**WORK INSTRUCTIONS:** Show every line below where "function" can be found.

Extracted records
= Beginning of Section =

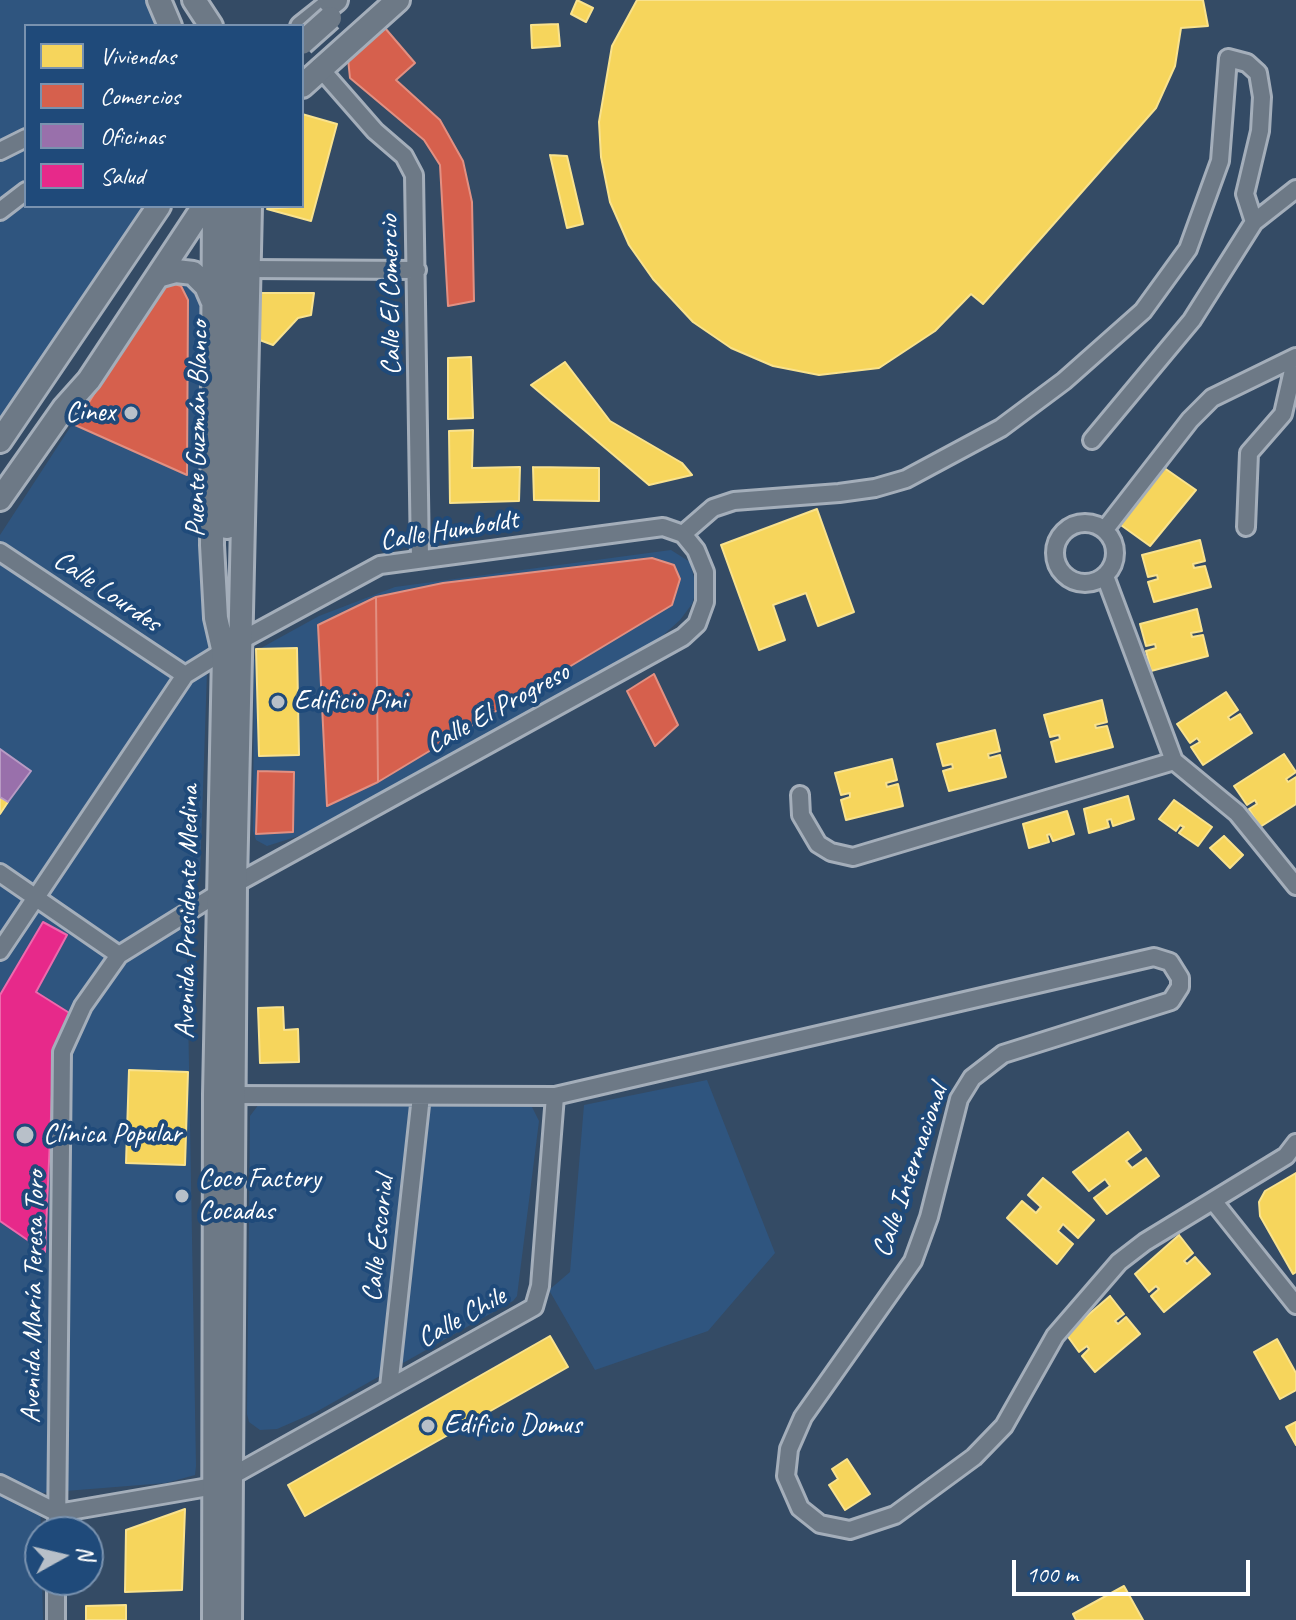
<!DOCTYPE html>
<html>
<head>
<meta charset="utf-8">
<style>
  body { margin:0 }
  #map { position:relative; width:1296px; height:1620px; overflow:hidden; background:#344b65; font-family:Caveat,sans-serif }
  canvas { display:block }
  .legend { position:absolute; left:24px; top:24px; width:280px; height:184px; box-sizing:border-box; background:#1f4a7a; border:2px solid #7992af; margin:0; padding:10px 14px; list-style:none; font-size:24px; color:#fff }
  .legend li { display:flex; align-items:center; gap:16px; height:40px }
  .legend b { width:40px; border:2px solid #7992af }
  .north { position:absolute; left:24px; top:1516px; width:80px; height:80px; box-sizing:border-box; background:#1f4a7a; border:2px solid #7992af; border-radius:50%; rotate:82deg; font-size:22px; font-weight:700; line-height:32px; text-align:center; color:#fff }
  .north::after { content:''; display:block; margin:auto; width:28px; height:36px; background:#b8c0c9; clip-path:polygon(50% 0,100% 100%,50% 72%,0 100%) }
  .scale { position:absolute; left:1012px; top:1560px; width:238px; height:36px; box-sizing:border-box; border:4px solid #fff; border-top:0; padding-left:10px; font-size:24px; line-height:28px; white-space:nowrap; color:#fff; -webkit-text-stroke:6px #1f4a7a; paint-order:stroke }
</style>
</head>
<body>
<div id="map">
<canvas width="1296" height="1620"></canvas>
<ul class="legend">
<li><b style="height:22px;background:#f6d55c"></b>Viviendas</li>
<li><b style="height:22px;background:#d6604d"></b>Comercios</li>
<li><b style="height:22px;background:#9970ab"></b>Oficinas</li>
<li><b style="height:22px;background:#e7298a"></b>Salud</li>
</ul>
<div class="north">N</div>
<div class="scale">100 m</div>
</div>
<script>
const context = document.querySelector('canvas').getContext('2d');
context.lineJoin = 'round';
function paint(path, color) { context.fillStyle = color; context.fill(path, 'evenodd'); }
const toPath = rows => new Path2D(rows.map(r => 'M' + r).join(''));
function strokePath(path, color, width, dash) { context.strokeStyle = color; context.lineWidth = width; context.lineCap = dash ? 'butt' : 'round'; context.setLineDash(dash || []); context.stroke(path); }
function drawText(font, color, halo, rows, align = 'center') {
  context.font = font + ' Caveat,sans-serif'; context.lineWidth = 8; context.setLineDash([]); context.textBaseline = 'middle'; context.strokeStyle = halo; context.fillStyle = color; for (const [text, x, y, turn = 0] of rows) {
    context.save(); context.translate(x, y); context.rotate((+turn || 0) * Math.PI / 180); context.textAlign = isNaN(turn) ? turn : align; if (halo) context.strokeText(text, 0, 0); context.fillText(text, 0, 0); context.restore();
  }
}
paint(toPath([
  [0,0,158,0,167,26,26,26,26,206,150,206,0,426],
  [186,274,203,301,210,584,200,876,186,895,196,1466,195,1475,166,1483,40,1493,43,1620,0,1620,0,535,166,280],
  [671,550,690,562,697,589,692,604,680,620,660,638,481,742,305,834,267,846,256,840,253,831,254,660,261,648,319,616,395,587],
  [707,1080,775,1253,708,1331,595,1370,549,1290,570,1272,584,1105],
  [272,1102,517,1104,532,1107,539,1121,517,1296,513,1301,316,1412,277,1429,260,1430,249,1422,247,1414,250,1116,259,1104]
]), '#2f557f');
const homes = toPath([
  [577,0,593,8,586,22,571,14,577,0],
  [637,0,1203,0,1208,26,1181,28,1175,66,1156,108,983,304,971,294,935,331,879,368,819,375,773,366,731,348,693,322,653,279,629,245,610,202,601,157,599,122,612,46,637,0],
  [558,24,560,46,532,48,531,25,558,24],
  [302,114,337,124,311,221,267,209,302,206,302,114],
  [550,155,567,156,583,224,567,228,550,155],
  [258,293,314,293,311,315,298,318,273,345,257,339,258,293],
  [471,357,473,418,448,419,448,358,471,357],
  [565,362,610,421,682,463,692,475,649,485,531,385,565,362],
  [473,430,472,468,520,467,519,501,450,503,449,431,473,430],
  [1160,465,1196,490,1150,546,1118,523,1160,465],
  [533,467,599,468,599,501,534,500,533,467],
  [817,509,854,612,818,626,806,593,773,605,785,640,759,650,721,545,817,509],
  [1200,540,1205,561,1193,564,1194,568,1205,566,1211,587,1154,602,1148,582,1158,579,1157,575,1148,577,1142,555,1200,540],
  [1197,609,1202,631,1191,633,1192,637,1203,635,1208,656,1151,671,1146,651,1156,648,1155,644,1146,646,1140,624,1197,609],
  [297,648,299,755,259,756,256,649,297,648],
  [1226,692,1238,710,1228,717,1230,720,1240,714,1252,733,1203,765,1191,747,1200,742,1197,738,1190,743,1177,724,1226,692],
  [1102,700,1107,722,1095,725,1096,728,1107,726,1113,747,1056,762,1051,742,1060,739,1059,735,1050,737,1044,715,1102,700],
  [995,730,1000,751,988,754,989,758,1000,755,1006,777,949,791,943,771,953,768,952,764,943,766,937,744,995,730],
  [1284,754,1296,772,1286,779,1288,782,1296,777,1296,804,1260,827,1249,809,1257,804,1255,800,1247,805,1234,786,1284,754],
  [892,759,897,780,886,783,887,787,898,784,903,806,846,820,841,800,850,797,850,793,841,795,835,773,892,759],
  [1128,796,1134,819,1113,826,1111,819,1107,820,1109,827,1089,833,1084,809,1128,796],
  [0,797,8,802,0,814,0,797],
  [1174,800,1212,827,1198,846,1179,833,1184,827,1180,825,1176,831,1159,819,1174,800],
  [1067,811,1074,834,1053,841,1050,834,1047,835,1049,842,1029,848,1023,824,1067,811],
  [1224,836,1243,855,1230,868,1210,848,1224,836],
  [283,1007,284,1030,298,1029,299,1062,260,1063,258,1008,283,1007],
  [129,1070,188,1072,185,1165,126,1163,129,1070],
  [1128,1132,1141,1150,1126,1161,1132,1168,1146,1158,1159,1176,1107,1214,1094,1198,1110,1186,1105,1179,1089,1191,1073,1172,1128,1132],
  [1296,1173,1296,1272,1293,1274,1260,1216,1259,1202,1265,1191,1296,1173],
  [1043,1178,1094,1220,1078,1238,1063,1224,1058,1231,1073,1244,1057,1264,1007,1218,1022,1201,1036,1213,1041,1207,1028,1195,1043,1178],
  [1179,1235,1193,1253,1184,1261,1187,1264,1195,1257,1210,1274,1164,1312,1151,1296,1159,1289,1156,1286,1149,1292,1135,1274,1179,1235],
  [1110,1296,1124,1314,1115,1321,1118,1324,1126,1317,1140,1334,1095,1372,1082,1356,1089,1349,1087,1346,1079,1352,1066,1334,1110,1296],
  [550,1336,568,1367,305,1516,288,1485,550,1336],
  [1277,1339,1296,1373,1296,1390,1280,1399,1254,1352,1277,1339],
  [1296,1422,1296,1445,1286,1427,1296,1422],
  [847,1459,870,1494,845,1510,829,1485,838,1479,832,1469,847,1459],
  [185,1509,182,1590,125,1592,126,1530,185,1509],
  [1124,1586,1143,1620,1076,1620,1073,1614,1124,1586],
  [126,1605,126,1620,86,1620,86,1606,126,1605]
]);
paint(homes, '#f6d55c');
strokePath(homes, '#f9e28d', 2);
const shops = toPath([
  [385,28,415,63,396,80,440,120,463,161,472,202,474,301,448,306,440,165,424,140,350,78,348,59,385,28],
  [171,283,181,286,188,300,187,475,75,425,161,285,171,283],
  [652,558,674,565,680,579,672,605,378,782,376,597,443,583,652,558],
  [376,597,378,782,327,806,318,625,376,597],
  [654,674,678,725,655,746,627,691,654,674],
  [258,771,294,772,293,832,256,834,258,771]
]);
paint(shops, '#d6604d');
strokePath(shops, '#e29082', 2);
const offices = toPath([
  [0,749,31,771,8,802,0,797,0,749]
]);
paint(offices, '#9970ab');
strokePath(offices, '#b89bc4', 2);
const health = toPath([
  [43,922,67,935,36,992,71,1014,54,1049,45,1252,0,1221,0,995,43,922]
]);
paint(health, '#e7298a');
strokePath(health, '#ee69ad', 2);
const street = toPath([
  [319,67,375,131,404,156,414,175,420,558],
  [0,151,26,138],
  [0,211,26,191],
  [250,269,417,270],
  [1092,440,1192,320,1254,222,1296,189],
  '1055 553a30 30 0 1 1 60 0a30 30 0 1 1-60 0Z',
  [1246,527,1249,453,1283,414,1296,357],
  [1106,528,1190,420,1212,398,1296,357],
  [683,534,713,508,734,501,839,493,875,488,906,479,1001,428,1064,381,1143,311,1188,249,1220,161,1228,58,1247,63,1258,73,1262,97,1260,131,1245,194,1254,222],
  [0,552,185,675],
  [1105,576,1174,761,1237,813,1296,886],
  [800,795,801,815,818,844,831,852,853,857,1174,761],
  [0,873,119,955],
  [0,951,185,675,240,641,380,565,663,527,683,534],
  [225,1095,555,1096,1154,957,1170,962,1180,978,1180,987,1171,1001,1003,1054,972,1078,959,1099,929,1217,913,1261,803,1417,789,1449,786,1476,800,1508,820,1524,850,1530,895,1515,974,1457,1004,1426,1055,1336,1119,1262,1145,1242,1286,1156,1296,1143],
  [1214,1202,1296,1305],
  [389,1387,421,1096],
  [0,1484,58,1513,214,1486,534,1307,540,1286,555,1096],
  [57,1532,62,1052,83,1006,119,955,217,894,683,637,697,624,705,602,705,572,696,550,683,534],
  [56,1620,56,1580]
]);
const secondary = toPath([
  [159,0,170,26],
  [194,0,211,26],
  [302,27,336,0],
  [302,86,398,0],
  [214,206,212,545,216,618,224,653,215,1094,214,1620],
  [158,276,176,271,193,273,206,286,212,300],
  [0,441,159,206],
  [0,499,64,408,89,380,204,206],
  [227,527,230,206],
  [230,1620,235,883,250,206]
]);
strokePath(street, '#a4aeba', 22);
strokePath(secondary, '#a4aeba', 28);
strokePath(street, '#6d7986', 16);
strokePath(secondary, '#6d7986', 22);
const secondaryBridge = toPath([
  [302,43,330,18]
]);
strokePath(secondaryBridge, '#a4aeba', 28, []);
strokePath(secondaryBridge, '#6d7986', 22);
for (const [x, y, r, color] of [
  [131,413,8,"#b8c0c9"],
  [278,702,8,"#b8c0c9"],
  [25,1135,10,"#b8c0c9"],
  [182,1196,8,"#b8c0c9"],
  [428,1426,8,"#b8c0c9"]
]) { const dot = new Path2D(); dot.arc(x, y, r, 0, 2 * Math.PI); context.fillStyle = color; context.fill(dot); strokePath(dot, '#1f4a7a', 3); }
drawText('28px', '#fff', '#1f4a7a', [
  ["Calle El Comercio",391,295,-91],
  ["Puente Guzmán Blanco",198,429,-89],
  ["Calle Humboldt",449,531,-9],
  ["Calle Lourdes",107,592,34],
  ["Calle El Progreso",498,709,-29],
  ["Avenida Presidente Medina",188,912,-89],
  ["Calle Internacional",911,1171,-71],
  ["Calle Escorial",379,1239,-84],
  ["Avenida María Teresa Toro",34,1297,-89],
  ["Calle Chile",462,1318,-29]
]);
drawText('28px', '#fff', '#1f4a7a', [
  ["Cinex",115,413,"right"],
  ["Edificio Pini",294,702],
  ["Clínica Popular",43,1135],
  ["Coco Factory",198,1180],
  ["Cocadas",198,1212],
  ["Edificio Domus",444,1426]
], 'left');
</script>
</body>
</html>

= End of Section =

**ANSWER SPACE:**
function paint(path, color) { context.fillStyle = color; context.fill(path, 'evenodd'); }
function strokePath(path, color, width, dash) { context.strokeStyle = color; context.lineWidth = width; context.lineCap = dash ? 'butt' : 'round'; context.setLineDash(dash || []); context.stroke(path); }
function drawText(font, color, halo, rows, align = 'center') {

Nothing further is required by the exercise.